The first time you visit Egypt, or any new destination, the question asked isn’t usually what attractions should be scene but what attraction to see first, what to expect, how to get there, and how much time is needed. We’ve provided tips, advice, and other information about the top tourist attractions in Egypt to help with your itinerary planning.

Egyptian Museum Egyptian Museum
The Temple of Luxor The Temple of Luxor
River Nile Cruise River Nile Cruise
Diving in the Red Sea Diving in the Red Sea
The Sphinx The Sphinx

Egyptian Museum

 Address Tahrir Square in Cairo
 Admission Pricing: 20 L.E for adults, 10 L.E for children (The Mummy Rooms cost an extra 40 L.E. for adults and 20 L.E. for children).
 Hours Unlisted
 Phone 202-5782448

Kick-start your trip to Egypt with a history lesson courtesy of the Egyptian Museum. Established by the government in 1835, the museum is currently housed in a neo-classical building that dates back to 1900. It offers an astounding 120,000 objects, ranging from the prehistoric era to the Greco-Roman period.

Walk into room 9 and you’ll spot the magnificent sculpture, the Colossal Statue of Tutankhamon, which dates back to the New Kingdom time period. There he stands, in classic Egyptian pose, wearing a double crown and a ceremonial beard. A falcon-headed handle appears under his belt, where he holds a dagger. Perhaps you’ve got children with you. Take them into room 22, where you’ll find the smooth blue scarab beetle, which symbolizes rebirth and the generative forces of the rising sun. They come decorated, as jewelry, in gold, glass and wood—many of which are inscribed with different text to commemorate historic events.


The Temple of Luxor


Located close to the Nile and parallel with the riverbank, the Temple of Luxor is deservedly famous because it is one of only a few temples to have only two pharaohs leave their architectural stamp on the structure. It was built mostly by Amenhotep III and Ramesses II, during a time when many festivals were celebrated in Thebes. The Temple of Luxor is thought to have been built as a ritual ground for the festival of Opet, when lavish offerings were made to the divine ruler. In exchange, people could ask for favors from the images of gods that were on the barges or from statues of the kings.
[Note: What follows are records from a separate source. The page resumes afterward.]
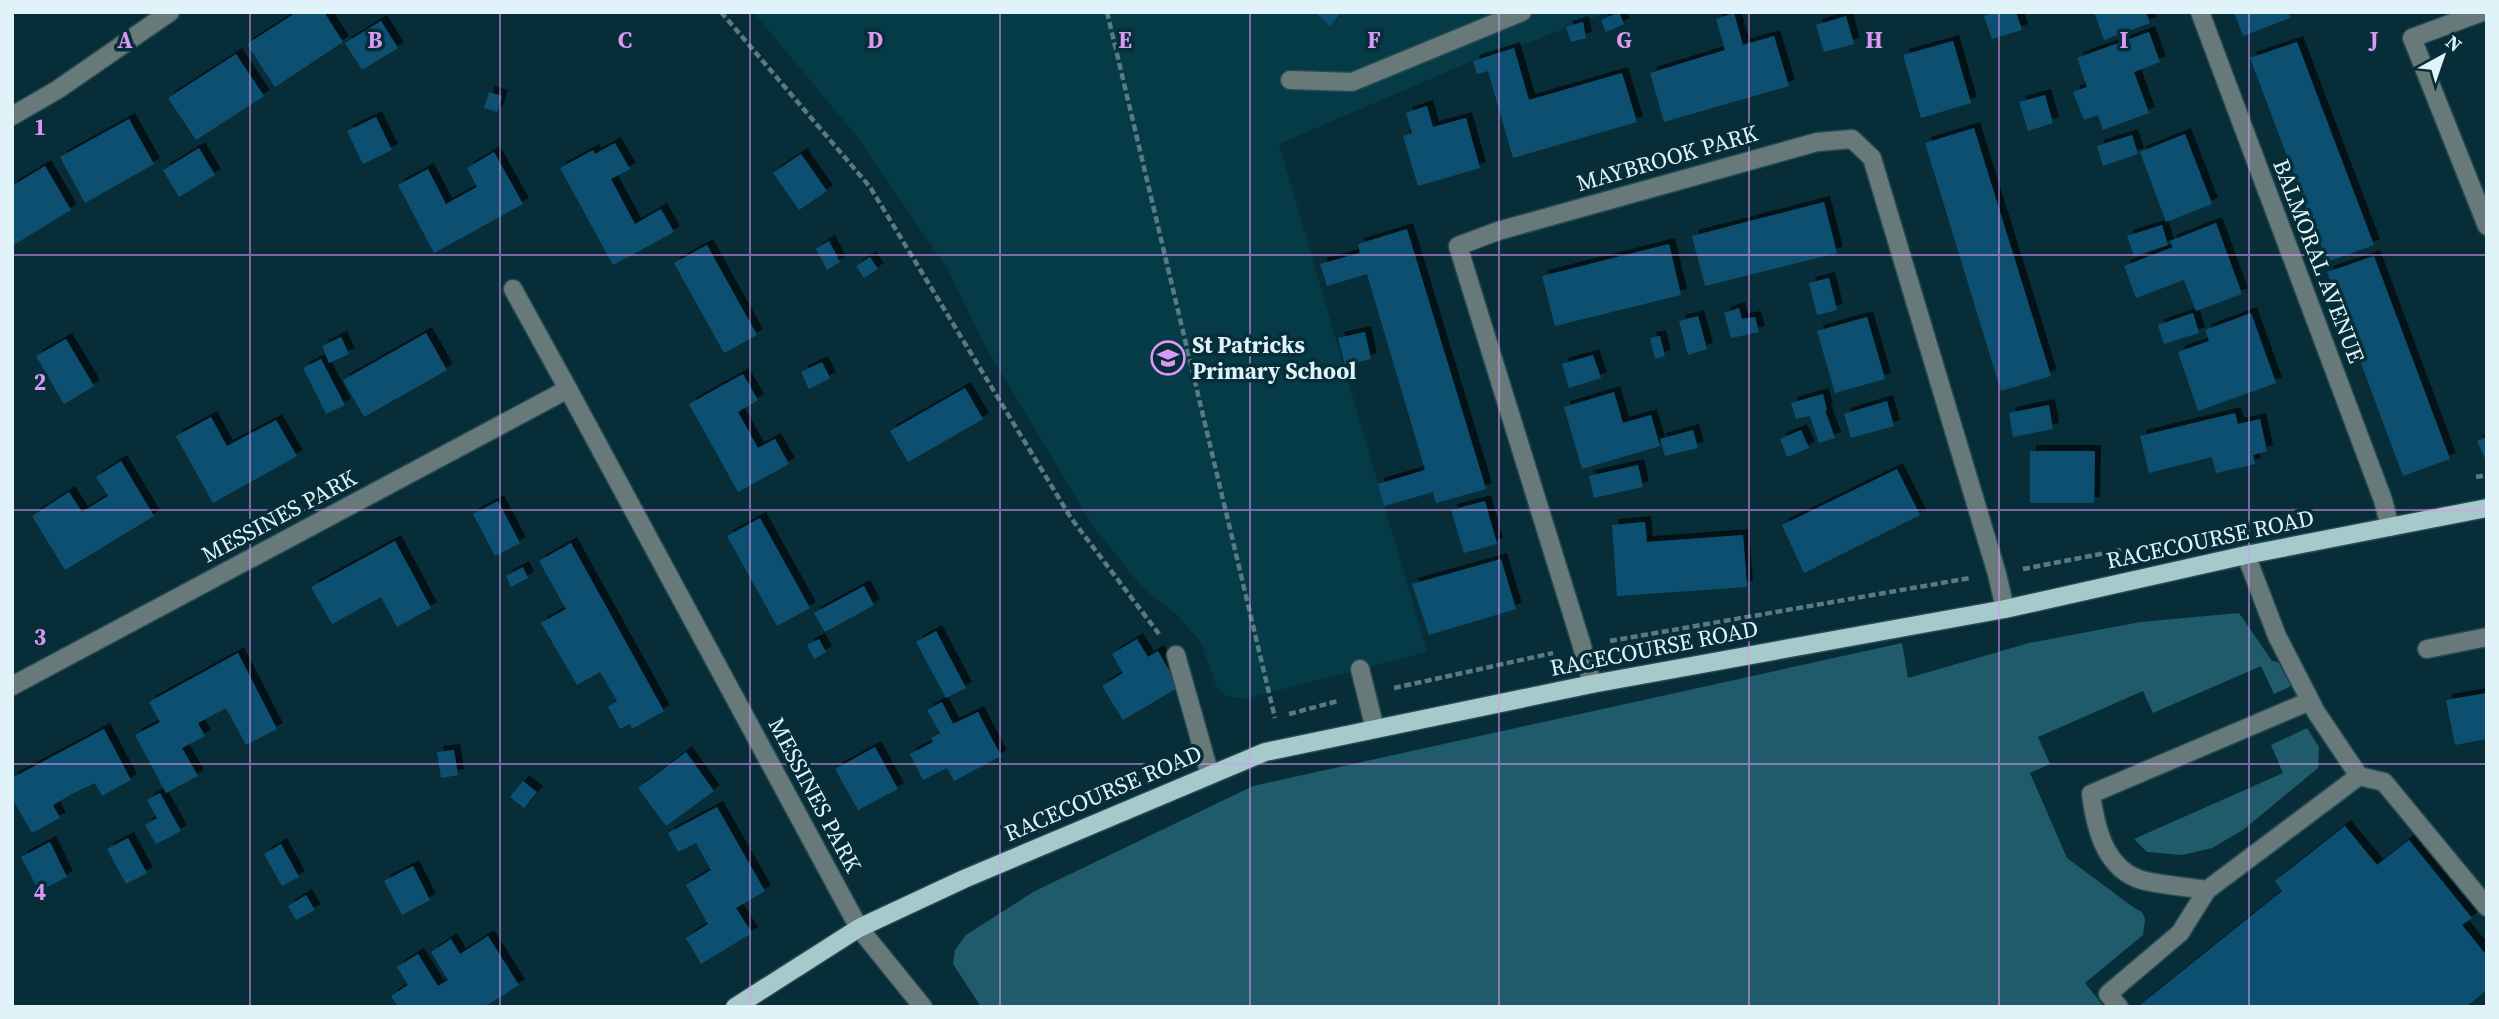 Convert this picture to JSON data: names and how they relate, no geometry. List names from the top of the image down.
{
  "streets": {
    "main road": ["RACECOURSE ROAD"],
    "street": ["MAYBROOK PARK", "BALMORAL AVENUE", "MESSINES PARK"]
  },
  "crossings": [
    ["MAYBROOK PARK", "RACECOURSE ROAD"],
    ["BALMORAL AVENUE", "RACECOURSE ROAD"],
    ["MESSINES PARK", "RACECOURSE ROAD"]
  ],
  "places": {
    "school or university": ["St Patricks Primary School"]
  },
  "north": "top right",
  "grid": {
    "columns": [
      "A",
      "B",
      "C",
      "D",
      "E",
      "F",
      "G",
      "H",
      "I",
      "J"
    ],
    "rows": [
      "1",
      "2",
      "3",
      "4"
    ]
  }
}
Expect large crowds when you go to view the temple, and be sure to enter from the north, where a causeway lined by sphinxes will let you know you’re at the entrance.


River Nile Cruise

While it’s not suggested you eat up your entire vacation budget while on some ritzy cruise, where you would see more of a ship than Egypt, many have found Nile river cruises worth the price and time. Nile cruises usually last three, four or seven nights, with the shorter trips operating between Luxor and Aswan. Longer cruises may travel up to Dendera, though it’s best to save some time to travel on land so that you can also soak up the culture found in many of the towns and cities that dot Egypt. And, if you’re looking to score points with the kids, try a short day-trip on a felucca, a traditional Nile sailboat.

The Egyptian government contends that “there is no better way to trace the course of Egyptian history than to follow the course of the Nile.” Indeed. The river has served as Egypt’s lifeline for thousands of years, irrigating land along its bank and inviting pharaohs and nobles to build magnificent monuments in its vicinity. Without advertising a specific company or tour operator, its best to ask your hotel concierge or travel agent to organize a short trip for you. Prices, of course, will vary—as will the length of the cruise. But build a schedule that offers a few hours, if not a few days, on the river Nile.


Diving in the Red Sea

Egypt may conjure up visions of a dry, desert climate. But some of its most beautiful landscape lies under water, in the depths of the Red Sea. Created about 30 million years ago, the Red Sea came to be when the Arabian Peninsula pulled away from Africa along a thin break line. Now, the Red Sea still widens about half an inch every year and is home to a rich world of marine life.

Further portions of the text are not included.